1st question: What do you think MS could have packed in the box for an extra $100, with the goal of having the box still be no bigger than the PS5 if possible?
2nd question: If this extra hardware meant that all these 30 fps UE5 games coming soon were 60 fps instead or the 60 fps ones had full RT as well, would consumers care enough that MS might have gained lots of market share from this move?
1. Slightly more memory, and enough to give a "flat memory space" ie. such that it is all accessed at the same high speed.
maybe the XSX gets 20Gb total, ans the XSS gets 16?
Perhaps also a slight increase on the SSD, maybe so it has 1TB and 512Gb usable space, instead of 1 /512 total.
Given the constraints of the boxes i doubt they could have gone for much with higher CPU/GPU power.

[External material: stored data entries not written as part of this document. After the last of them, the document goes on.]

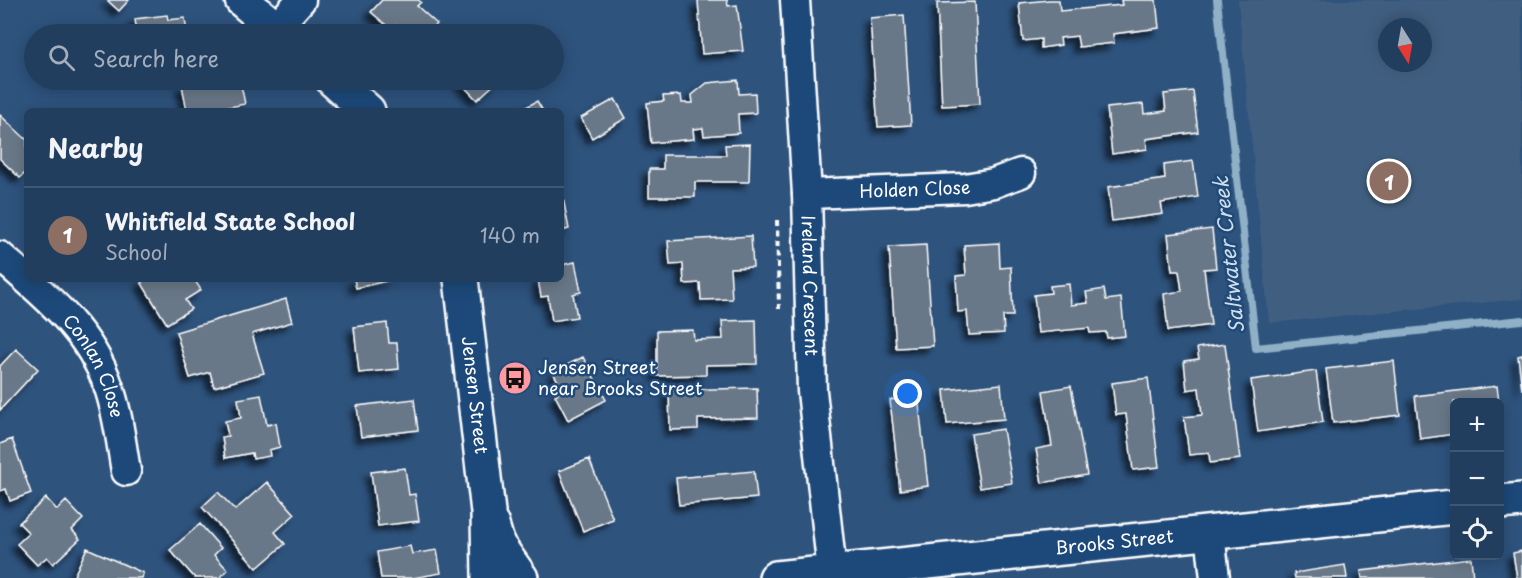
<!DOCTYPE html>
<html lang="en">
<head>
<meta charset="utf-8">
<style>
  :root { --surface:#223e5e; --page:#2a4564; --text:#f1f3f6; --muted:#a2aebc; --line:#3f5773; --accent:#ff9aa2 }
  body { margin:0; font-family:"Playpen Sans",sans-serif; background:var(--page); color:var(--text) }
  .controls { position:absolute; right:18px; bottom:18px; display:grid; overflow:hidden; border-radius:9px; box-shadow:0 3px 15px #0003 }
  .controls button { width:54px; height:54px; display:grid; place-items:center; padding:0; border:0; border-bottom:2px solid var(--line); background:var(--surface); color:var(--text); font:30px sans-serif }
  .compass { position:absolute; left:1378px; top:18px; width:54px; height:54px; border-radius:50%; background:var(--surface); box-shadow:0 3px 15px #0003; rotate:169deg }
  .you { position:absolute; left:908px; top:394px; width:21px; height:21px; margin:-15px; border:4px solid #fff; border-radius:50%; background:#1a73e8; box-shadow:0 0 0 9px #1a73e833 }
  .badge { display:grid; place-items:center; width:39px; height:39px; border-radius:50%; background:var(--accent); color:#fff; font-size:20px; font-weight:700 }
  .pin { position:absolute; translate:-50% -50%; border:3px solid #fff; box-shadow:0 2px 6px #0006 }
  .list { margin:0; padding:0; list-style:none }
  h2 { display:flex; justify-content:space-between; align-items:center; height:78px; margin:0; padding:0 24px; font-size:26px }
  h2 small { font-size:20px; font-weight:400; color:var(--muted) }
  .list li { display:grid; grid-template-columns:39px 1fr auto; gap:18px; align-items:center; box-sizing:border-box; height:96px; padding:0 24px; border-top:2px solid var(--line) }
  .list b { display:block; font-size:22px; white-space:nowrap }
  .list p { margin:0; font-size:20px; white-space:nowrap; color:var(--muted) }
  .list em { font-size:20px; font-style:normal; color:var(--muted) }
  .icon { flex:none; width:33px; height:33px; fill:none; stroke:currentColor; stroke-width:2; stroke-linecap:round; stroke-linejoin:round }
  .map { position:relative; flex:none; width:1522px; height:578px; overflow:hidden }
  .search { position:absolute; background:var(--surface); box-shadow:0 3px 15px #0003; left:24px; top:24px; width:540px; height:66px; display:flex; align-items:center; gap:15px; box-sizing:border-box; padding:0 21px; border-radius:33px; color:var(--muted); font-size:22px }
  .panel { position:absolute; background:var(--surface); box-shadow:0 3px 15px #0003; left:24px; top:108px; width:540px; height:174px; border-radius:9px }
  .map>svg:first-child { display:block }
</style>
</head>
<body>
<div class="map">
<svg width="1522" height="578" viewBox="0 0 1522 578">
  <defs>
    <filter id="shadow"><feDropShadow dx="-5.5" dy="5.5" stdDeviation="3" flood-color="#0009"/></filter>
  </defs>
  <rect width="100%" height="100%" fill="#2e537d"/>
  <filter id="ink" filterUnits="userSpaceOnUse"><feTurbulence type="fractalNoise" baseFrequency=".0167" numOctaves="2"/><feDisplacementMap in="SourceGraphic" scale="12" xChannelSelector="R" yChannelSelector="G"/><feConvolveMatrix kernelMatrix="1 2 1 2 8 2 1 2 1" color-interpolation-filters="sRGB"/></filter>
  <g filter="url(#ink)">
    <path fill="#405e80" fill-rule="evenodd" d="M 1238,0 L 1522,0 L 1522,299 L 1269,323 ZM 1387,27 L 1423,27 L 1423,63 L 1387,63 Z"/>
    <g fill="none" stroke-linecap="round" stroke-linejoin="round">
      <path stroke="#8fb0c6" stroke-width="8" d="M 1217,0 L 1256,348 L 1522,320"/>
    </g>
    <path fill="#697888" stroke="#fff" stroke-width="1.5" filter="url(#shadow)" d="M 107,0 L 129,0 L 119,11 Z
      M 382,0 L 418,0 L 421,2 L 417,6 L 437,24 L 428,34 L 409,34 L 397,25 L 392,30 L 371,12 Z
      M 698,0 L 727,0 L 728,6 L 737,5 L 743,51 L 702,54 Z
      M 1049,0 L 1059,0 L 1060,11 L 1122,5 L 1121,0 L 1156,0 L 1159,28 L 1113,34 L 1114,43 L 1079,47 L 1077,36 L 1060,38 L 1061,45 L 1041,48 L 1041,39 L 1023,41 L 1019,3 Z
      M 975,2 L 980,104 L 942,106 L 937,3 Z
      M 167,15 L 168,20 L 185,18 L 187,34 L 137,34 L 135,19 Z
      M 904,15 L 911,125 L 878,127 L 870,18 Z
      M 212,80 L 240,80 L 245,104 L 208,111 L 187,111 L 182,85 Z
      M 458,80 L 499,80 L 477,100 Z
      M 738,80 L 739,94 L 755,93 L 756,113 L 738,114 L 739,133 L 704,136 L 703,128 L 693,129 L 694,139 L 651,143 L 647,103 L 664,101 L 663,96 L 681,95 L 682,103 L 693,103 L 692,95 L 707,83 Z
      M 1193,91 L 1198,132 L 1146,139 L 1147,149 L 1112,154 L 1107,108 L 1143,104 L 1144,114 L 1166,111 L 1164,94 Z
      M 615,99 L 626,118 L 592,138 L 581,118 Z
      M 537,101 L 543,111 L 519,111 Z
      M 0,115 L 27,140 L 27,171 L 20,178 L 0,159 Z
      M 750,144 L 749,182 L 695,182 L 695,197 L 649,197 L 649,169 L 663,169 L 663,155 L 726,155 L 725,145 Z
      M 1193,161 L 1198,197 L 1161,203 L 1163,214 L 1112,221 L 1108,187 L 1165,179 L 1164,165 Z
      M 561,187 L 569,229 L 561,231 Z
      M 1212,229 L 1216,268 L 1204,269 L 1211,325 L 1168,331 L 1164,294 L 1182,291 L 1179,271 L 1172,271 L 1168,234 Z
      M 751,236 L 753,267 L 730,268 L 732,299 L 701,300 L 700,283 L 684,284 L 683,264 L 670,265 L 668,241 Z
      M 999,243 L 1000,268 L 1011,267 L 1013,316 L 1003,316 L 1004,333 L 969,335 L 967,311 L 958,312 L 956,276 L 966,275 L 964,245 Z
      M 926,245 L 933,346 L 896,348 L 889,247 Z
      M 575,262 L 581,292 L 573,294 L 577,317 L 552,321 L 548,296 L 541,297 L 538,279 L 561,279 L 561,265 Z
      M 147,279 L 194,279 L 201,290 L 185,300 L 191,309 L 167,324 L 141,282 Z
      M 354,279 L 395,279 L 356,288 Z
      M 1069,284 L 1071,305 L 1088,303 L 1086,292 L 1104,289 L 1106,300 L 1121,298 L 1125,336 L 1107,338 L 1106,332 L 1090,333 L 1089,328 L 1038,333 L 1034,295 L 1051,293 L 1050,286 Z
      M 286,299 L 292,322 L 252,334 L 264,373 L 214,387 L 210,372 L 190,378 L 176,332 Z
      M 756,320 L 757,364 L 706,365 L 706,375 L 657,376 L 657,331 L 693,330 L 694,340 L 723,339 L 722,321 Z
      M 387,323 L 389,343 L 397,343 L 399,369 L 359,373 L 354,327 Z
      M 1225,344 L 1240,459 L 1210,463 L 1209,453 L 1189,455 L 1184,417 L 1202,415 L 1199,388 L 1187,390 L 1184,361 L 1199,359 L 1197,348 Z
      M 16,349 L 38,369 L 0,410 L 0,366 Z
      M 1522,355 L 1522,390 L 1518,356 Z
      M 583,357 L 606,400 L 568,420 L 555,395 L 563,391 L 553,372 Z
      M 1394,361 L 1400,415 L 1333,423 L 1326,369 Z
      M 1316,371 L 1323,422 L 1258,432 L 1251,380 Z
      M 1148,378 L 1159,467 L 1133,470 L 1126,414 L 1116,415 L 1112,383 Z
      M 1001,384 L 1004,419 L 947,424 L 944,390 Z
      M 1071,386 L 1087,475 L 1042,483 L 1036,449 L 1052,446 L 1043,391 Z
      M 1497,386 L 1499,402 L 1454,402 L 1454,434 L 1420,439 L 1415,396 Z
      M 757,388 L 758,418 L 698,419 L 698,429 L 670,430 L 669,390 Z
      M 261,395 L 267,425 L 276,423 L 280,447 L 269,450 L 270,456 L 253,459 L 252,453 L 225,458 L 222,437 L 228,436 L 225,421 L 241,418 L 238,399 Z
      M 918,396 L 928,486 L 900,490 L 890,400 Z
      M 414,399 L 418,430 L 361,437 L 357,406 Z
      M 1003,429 L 1012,483 L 980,488 L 971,434 Z
      M 12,439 L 31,493 L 10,501 L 6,489 L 0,491 L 0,444 Z
      M 589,459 L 613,519 L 583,531 L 559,471 Z
      M 405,468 L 409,495 L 415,494 L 419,521 L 378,526 L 371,472 Z
      M 754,471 L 757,498 L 679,505 L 676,478 Z
      M 267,482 L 295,514 L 275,532 L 285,544 L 257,568 L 202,507 L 218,492 L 235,510 Z
      M 46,498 L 57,510 L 66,501 L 83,519 L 72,530 L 80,539 L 53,564 L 47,557 L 37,565 L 17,544 L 29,533 L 19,523 Z
      M 200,524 L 221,548 L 214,555 L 228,570 L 219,578 L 195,578 L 170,550 Z
      M 410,546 L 412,554 L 437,550 L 441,573 L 413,578 L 381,578 L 377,552 Z
      M 87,548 L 143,573 L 141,578 L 73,578 Z
      M 1522,551 L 1522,578 L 1517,578 L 1513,553 Z
      M 1471,558 L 1473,578 L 1362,578 L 1361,571 Z
      M 1345,565 L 1347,578 L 1295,578 L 1294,573 Z"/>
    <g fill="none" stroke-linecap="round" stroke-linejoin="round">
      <defs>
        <g id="minor">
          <path id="s1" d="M 795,0 L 807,194 L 812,391 L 832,572"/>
          <path d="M 275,29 L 301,0"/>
          <path id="s2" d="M 807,194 L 965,188 L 994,183 L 1021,173"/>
          <path id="s3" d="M 0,256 C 43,294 89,329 108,385 C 118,412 121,443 126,471"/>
          <path d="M 1210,533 L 1215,578"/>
        </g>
        <g id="tertiary">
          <path d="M 242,0 L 282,34"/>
          <path d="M 333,80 L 368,111"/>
          <path id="s4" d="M 461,279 L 488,512 L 489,578"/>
          <path d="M 1500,502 L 1522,500"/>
          <path d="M 492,525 L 498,545 L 521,578"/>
          <path id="s5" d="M 776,578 L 1454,507"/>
        </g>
      </defs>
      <use href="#minor" stroke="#fff" stroke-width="33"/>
      <use href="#tertiary" stroke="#fff" stroke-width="38"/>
      <path stroke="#fff" stroke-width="4" stroke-dasharray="6 4.5" stroke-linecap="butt" d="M 777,220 L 779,309"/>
      <use href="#minor" stroke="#1f4a7a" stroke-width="28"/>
      <use href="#tertiary" stroke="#1f4a7a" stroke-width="33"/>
    </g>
  </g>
  <defs>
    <symbol id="bus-disc" viewBox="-11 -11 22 22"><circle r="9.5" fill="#ff9aa2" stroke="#1f4a7a"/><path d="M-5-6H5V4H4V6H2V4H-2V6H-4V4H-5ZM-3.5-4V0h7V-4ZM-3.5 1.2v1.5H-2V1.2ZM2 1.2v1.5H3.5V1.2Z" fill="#111"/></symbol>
  </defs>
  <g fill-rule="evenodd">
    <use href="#bus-disc" x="496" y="359" width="38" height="38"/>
  </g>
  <g text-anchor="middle" stroke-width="5" stroke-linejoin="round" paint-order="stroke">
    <g font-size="18" fill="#fff" stroke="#1f4a7a">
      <text dy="6" stroke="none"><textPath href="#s2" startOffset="108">Holden Close</textPath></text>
      <text dy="6" stroke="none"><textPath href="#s1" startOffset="286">Ireland Crescent</textPath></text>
      <text dy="6" stroke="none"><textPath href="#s3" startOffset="147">Conlan Close</textPath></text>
      <text dy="6" stroke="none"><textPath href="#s4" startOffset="117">Jensen Street</textPath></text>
      <text dy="6" stroke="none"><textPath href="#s5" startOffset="340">Brooks Street</textPath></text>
    </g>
    <g font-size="18" fill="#fff" stroke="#1f4a7a" text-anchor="start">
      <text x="538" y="374">Jensen Street<tspan x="538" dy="21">near Brooks Street</tspan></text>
    </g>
    <g font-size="20" font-style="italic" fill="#d0dee7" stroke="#1f4a7a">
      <text transform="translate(1229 255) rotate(-96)" y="7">Saltwater Creek</text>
    </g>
  </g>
</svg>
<div class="controls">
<button>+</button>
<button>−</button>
<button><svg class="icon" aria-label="locate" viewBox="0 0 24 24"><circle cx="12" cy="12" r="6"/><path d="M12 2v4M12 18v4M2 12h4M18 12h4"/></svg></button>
</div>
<svg class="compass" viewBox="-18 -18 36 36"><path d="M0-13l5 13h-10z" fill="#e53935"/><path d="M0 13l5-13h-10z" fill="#a2aebc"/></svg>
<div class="you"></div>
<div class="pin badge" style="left:1389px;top:181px;background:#8d6e63">1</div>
<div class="search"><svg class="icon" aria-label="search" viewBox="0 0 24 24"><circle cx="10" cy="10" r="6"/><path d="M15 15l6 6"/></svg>Search here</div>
<section class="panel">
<h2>Nearby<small></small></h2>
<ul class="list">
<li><span class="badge" style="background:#8d6e63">1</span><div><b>Whitfield State School</b><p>School</p></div><em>140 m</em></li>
</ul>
</section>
</div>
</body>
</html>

MAYBE? and thats a big maybe is another 4 CU's? either by going for perfect dies, or having a 60CU die, and using 56?
2. Nope. at the time the hardware was shipped, 2x the RT performance was miles off - especially on an AMD architecture.
Doubling the RT perf of the XSX with that generation of hardware requires basically 2x - or more hardware, cis some of the RT stuff is still CPU dependent.
The console market is tricky you want games to run best on your hardware, but if your hardware is too far advanced then devs just get it too good enough and dont spend the extra effort to get 10% more on a platform where it runs fine on 60fps already.
Honestly imho, and hindsight the best here, MS would have been best use of the theoretical $100M to create a second ATG ( Advanced Technology Group )
and send the ATG round to studio to help add polish and performance to their games.
They already have the more powerful hardware, but the software doesn't always show that.
they need to create an attitude of "games look better on xbox" amongst consumers.
that trickles down from serious gamers to the general population, and sells boxes and games.